When setting access permission on File Share resources, specify permissions based on, at minimum, a local Administrator group account; do not specify permissions based on local user or local group accounts. On member servers, local users and local groups have security context only on the local computer. The security context of these accounts and groups is meaningless when failed from one node to another. For this reason, you cannot give local users or local groups permissions to administer the cluster. The single exception to this rule is the local Administrators group. This is not a problem on domain controllers because the local accounts and groups have security context on all member servers in the domain.


  • The Cluster service must always have full access to the folder on the quorum disk containing the quorum log (the folder is named MSCS by default). (The quorum log file is used to write all cluster state and configuration changes that cannot be committed to the other nodes.)

Encrypting shared data

You can further secure the contents of the data on your cluster disks by using Encrypting File System (EFS). EFS prevents unauthorized users that may gain physical access to your cluster disks from reading the data on those disks. For more information, see Create a cluster-managed encrypted file share.

Auditing access to shared data

Use standard security features to audit access to files and folders that reside on drives on the cluster storage. Use either My Computer or Windows Explorer to set file or directory auditing. You cannot do this using Cluster Administrator. For more information on auditing, see Auditing Security Events.

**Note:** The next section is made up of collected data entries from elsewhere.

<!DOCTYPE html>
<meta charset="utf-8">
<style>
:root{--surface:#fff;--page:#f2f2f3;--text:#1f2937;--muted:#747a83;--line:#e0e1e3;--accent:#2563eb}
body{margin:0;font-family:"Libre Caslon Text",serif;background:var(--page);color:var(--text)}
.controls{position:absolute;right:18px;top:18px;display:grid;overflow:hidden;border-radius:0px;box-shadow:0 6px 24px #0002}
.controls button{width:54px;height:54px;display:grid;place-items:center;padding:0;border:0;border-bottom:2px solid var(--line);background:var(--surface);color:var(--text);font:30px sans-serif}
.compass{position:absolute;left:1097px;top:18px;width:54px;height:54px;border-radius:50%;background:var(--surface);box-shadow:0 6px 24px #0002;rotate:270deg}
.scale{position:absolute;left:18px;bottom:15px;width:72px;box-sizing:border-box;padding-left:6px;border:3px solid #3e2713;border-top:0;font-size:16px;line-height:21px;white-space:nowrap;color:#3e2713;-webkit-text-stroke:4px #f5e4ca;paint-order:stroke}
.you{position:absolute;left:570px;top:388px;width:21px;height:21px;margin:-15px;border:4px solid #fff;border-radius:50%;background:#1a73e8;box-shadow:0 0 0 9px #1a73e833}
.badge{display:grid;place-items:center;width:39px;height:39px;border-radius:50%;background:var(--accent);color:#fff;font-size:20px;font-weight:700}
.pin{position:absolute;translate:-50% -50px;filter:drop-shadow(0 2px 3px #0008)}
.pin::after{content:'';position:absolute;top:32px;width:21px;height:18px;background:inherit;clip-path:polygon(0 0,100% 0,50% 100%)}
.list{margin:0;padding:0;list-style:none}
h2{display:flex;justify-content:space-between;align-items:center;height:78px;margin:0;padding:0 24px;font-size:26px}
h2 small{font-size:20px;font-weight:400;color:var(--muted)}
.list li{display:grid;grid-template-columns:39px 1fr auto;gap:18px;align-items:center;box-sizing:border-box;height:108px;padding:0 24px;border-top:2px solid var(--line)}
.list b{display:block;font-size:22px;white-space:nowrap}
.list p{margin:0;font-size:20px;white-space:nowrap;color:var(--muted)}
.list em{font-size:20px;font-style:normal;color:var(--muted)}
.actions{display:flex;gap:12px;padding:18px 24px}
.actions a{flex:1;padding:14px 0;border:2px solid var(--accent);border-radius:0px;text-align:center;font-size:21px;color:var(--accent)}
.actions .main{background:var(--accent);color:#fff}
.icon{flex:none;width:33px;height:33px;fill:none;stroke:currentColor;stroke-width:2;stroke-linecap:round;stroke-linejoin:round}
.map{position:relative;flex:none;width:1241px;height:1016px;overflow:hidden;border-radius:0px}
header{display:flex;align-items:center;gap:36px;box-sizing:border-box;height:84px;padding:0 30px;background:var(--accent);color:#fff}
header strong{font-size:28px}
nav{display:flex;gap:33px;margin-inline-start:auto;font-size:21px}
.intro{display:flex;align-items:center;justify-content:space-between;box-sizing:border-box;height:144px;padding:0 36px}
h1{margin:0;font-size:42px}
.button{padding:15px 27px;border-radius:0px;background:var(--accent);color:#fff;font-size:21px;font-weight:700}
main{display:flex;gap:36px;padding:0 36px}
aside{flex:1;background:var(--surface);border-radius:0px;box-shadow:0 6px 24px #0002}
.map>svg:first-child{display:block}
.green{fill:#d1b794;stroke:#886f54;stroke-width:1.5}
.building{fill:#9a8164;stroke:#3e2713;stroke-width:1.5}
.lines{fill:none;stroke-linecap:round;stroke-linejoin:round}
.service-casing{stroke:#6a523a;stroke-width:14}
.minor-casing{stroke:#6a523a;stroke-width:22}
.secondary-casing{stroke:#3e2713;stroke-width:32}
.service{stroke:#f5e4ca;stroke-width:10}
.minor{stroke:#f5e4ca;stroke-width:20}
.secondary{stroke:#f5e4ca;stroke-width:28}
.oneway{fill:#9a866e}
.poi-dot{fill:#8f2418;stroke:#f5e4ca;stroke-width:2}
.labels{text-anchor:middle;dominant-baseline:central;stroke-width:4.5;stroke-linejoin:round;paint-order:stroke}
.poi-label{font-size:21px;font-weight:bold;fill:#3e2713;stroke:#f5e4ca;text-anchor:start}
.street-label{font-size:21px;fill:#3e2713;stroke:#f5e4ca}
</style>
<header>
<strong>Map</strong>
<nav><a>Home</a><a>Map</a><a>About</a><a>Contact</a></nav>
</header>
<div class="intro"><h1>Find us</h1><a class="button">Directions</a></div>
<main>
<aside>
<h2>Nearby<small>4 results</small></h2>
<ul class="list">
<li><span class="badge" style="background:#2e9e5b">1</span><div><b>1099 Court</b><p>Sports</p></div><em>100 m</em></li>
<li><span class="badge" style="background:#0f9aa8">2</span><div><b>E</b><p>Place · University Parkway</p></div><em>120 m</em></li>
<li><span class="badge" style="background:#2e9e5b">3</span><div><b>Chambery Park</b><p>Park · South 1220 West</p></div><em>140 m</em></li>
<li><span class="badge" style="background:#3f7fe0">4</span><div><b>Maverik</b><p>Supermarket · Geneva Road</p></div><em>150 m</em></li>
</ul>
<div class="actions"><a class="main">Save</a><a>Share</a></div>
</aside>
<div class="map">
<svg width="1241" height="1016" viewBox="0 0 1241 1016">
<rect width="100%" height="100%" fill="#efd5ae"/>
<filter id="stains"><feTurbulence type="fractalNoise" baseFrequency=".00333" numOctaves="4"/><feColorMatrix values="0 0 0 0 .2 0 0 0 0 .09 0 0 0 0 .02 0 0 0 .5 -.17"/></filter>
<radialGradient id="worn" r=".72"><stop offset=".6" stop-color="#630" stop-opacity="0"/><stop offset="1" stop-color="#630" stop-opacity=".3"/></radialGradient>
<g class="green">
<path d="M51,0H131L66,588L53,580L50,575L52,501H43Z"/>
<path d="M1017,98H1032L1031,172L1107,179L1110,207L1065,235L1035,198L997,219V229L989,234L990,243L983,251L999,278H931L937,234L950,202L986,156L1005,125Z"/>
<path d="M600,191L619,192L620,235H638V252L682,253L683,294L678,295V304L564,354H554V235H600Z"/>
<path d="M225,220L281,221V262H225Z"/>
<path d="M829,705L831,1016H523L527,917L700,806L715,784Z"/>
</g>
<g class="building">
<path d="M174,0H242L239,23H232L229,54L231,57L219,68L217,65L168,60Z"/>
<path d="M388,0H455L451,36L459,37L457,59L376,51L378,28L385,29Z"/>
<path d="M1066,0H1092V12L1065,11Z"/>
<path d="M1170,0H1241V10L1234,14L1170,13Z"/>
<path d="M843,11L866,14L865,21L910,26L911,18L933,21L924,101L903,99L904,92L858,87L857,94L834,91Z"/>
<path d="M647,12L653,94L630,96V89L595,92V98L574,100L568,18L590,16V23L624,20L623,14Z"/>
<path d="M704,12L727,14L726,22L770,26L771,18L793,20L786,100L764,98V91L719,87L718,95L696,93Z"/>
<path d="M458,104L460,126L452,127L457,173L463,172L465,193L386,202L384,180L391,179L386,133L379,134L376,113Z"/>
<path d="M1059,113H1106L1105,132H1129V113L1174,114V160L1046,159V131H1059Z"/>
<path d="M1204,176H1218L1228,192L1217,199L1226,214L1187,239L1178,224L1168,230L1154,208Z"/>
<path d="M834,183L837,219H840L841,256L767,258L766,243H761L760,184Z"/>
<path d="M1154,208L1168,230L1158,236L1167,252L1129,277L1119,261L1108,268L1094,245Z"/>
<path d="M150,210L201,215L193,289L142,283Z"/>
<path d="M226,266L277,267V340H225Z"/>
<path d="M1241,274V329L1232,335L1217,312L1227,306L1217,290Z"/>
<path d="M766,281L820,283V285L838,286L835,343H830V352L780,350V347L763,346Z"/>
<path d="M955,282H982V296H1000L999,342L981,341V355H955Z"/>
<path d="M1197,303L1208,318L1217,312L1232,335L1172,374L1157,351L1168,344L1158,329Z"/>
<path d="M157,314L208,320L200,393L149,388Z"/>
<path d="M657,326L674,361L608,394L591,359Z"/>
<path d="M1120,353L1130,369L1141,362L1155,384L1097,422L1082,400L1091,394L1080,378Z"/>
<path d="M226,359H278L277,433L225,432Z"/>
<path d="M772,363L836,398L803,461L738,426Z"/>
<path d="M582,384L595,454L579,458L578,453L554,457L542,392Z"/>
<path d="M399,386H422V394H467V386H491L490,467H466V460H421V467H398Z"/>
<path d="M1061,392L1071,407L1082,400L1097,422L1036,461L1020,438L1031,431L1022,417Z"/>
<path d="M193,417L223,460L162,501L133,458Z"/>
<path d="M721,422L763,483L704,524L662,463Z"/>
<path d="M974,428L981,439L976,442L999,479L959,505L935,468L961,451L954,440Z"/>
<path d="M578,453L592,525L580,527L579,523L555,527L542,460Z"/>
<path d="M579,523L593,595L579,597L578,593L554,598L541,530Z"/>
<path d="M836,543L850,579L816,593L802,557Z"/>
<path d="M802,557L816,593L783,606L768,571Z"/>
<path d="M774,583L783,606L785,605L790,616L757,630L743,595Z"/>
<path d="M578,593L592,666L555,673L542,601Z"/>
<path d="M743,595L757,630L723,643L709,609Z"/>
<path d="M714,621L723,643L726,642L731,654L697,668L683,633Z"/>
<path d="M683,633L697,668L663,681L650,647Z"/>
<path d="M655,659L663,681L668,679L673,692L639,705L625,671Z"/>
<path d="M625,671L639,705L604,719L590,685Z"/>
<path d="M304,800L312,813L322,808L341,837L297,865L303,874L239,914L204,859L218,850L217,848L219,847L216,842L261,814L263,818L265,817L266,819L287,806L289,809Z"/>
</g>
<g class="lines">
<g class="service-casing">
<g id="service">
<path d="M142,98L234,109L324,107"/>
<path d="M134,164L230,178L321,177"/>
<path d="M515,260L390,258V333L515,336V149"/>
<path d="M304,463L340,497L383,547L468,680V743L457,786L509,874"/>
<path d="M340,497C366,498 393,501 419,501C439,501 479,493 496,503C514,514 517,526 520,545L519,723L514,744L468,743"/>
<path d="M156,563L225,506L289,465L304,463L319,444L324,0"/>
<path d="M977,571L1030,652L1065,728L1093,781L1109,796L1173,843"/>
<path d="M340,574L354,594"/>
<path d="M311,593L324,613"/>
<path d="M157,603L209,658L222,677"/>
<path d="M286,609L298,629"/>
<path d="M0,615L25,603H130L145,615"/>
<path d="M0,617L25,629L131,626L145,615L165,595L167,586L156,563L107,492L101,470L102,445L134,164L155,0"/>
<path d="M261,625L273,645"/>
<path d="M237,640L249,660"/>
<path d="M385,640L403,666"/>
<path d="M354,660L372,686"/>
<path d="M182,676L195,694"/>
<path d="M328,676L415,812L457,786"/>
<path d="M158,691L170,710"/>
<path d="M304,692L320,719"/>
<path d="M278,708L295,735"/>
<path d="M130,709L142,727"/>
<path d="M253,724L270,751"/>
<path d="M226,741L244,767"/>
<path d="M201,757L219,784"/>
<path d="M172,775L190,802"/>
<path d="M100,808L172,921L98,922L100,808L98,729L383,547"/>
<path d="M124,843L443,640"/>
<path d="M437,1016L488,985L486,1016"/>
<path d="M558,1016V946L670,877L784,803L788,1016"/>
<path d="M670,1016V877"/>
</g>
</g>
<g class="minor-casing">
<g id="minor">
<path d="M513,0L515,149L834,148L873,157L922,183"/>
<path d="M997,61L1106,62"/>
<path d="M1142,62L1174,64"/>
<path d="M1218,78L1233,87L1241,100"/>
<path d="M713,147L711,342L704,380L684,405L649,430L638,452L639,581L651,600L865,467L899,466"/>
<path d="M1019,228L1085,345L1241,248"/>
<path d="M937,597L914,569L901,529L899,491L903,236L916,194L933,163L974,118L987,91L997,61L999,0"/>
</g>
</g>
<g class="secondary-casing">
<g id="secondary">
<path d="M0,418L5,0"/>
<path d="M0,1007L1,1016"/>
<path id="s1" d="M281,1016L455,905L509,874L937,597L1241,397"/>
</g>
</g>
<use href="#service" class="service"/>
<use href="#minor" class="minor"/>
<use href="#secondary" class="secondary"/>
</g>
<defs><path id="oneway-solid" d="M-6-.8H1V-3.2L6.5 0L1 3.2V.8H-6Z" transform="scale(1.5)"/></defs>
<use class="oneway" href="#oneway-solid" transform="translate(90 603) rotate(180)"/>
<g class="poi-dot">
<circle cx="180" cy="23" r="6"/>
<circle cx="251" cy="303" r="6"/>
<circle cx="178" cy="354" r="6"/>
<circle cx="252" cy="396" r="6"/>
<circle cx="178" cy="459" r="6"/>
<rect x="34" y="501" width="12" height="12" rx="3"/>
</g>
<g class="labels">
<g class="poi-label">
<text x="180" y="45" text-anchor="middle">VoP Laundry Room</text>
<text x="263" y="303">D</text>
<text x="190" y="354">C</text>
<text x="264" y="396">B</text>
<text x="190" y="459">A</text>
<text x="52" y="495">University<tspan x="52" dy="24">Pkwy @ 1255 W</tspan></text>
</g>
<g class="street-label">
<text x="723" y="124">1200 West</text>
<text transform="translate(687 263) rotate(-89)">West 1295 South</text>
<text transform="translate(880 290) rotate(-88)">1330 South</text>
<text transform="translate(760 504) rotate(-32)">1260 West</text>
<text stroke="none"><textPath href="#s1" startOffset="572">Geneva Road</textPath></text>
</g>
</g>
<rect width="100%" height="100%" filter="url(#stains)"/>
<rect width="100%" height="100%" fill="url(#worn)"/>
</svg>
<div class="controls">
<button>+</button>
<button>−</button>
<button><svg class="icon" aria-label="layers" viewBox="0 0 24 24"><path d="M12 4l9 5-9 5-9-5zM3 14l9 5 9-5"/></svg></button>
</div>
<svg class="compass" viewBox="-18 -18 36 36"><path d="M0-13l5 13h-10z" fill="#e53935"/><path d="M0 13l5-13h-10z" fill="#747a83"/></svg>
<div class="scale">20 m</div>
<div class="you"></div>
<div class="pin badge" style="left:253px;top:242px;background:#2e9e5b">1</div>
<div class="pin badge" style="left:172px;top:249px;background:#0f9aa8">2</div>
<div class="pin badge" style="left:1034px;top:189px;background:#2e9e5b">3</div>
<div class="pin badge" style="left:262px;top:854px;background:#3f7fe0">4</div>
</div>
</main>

Security events are written to the security log on the node that owns the File Share resource.

Audit settings are specific to a node. Therefore, if you enable auditing on one node but not on another, you only see security events when the node with auditing enabled owns the File Share resource. If you want to audit access to shared data, it is a best practice to enable auditing on all cluster nodes.

Taking ownership of files or folders

Use either My Computer or Windows Explorer to set file or directory ownership. You cannot do this using Cluster Administrator.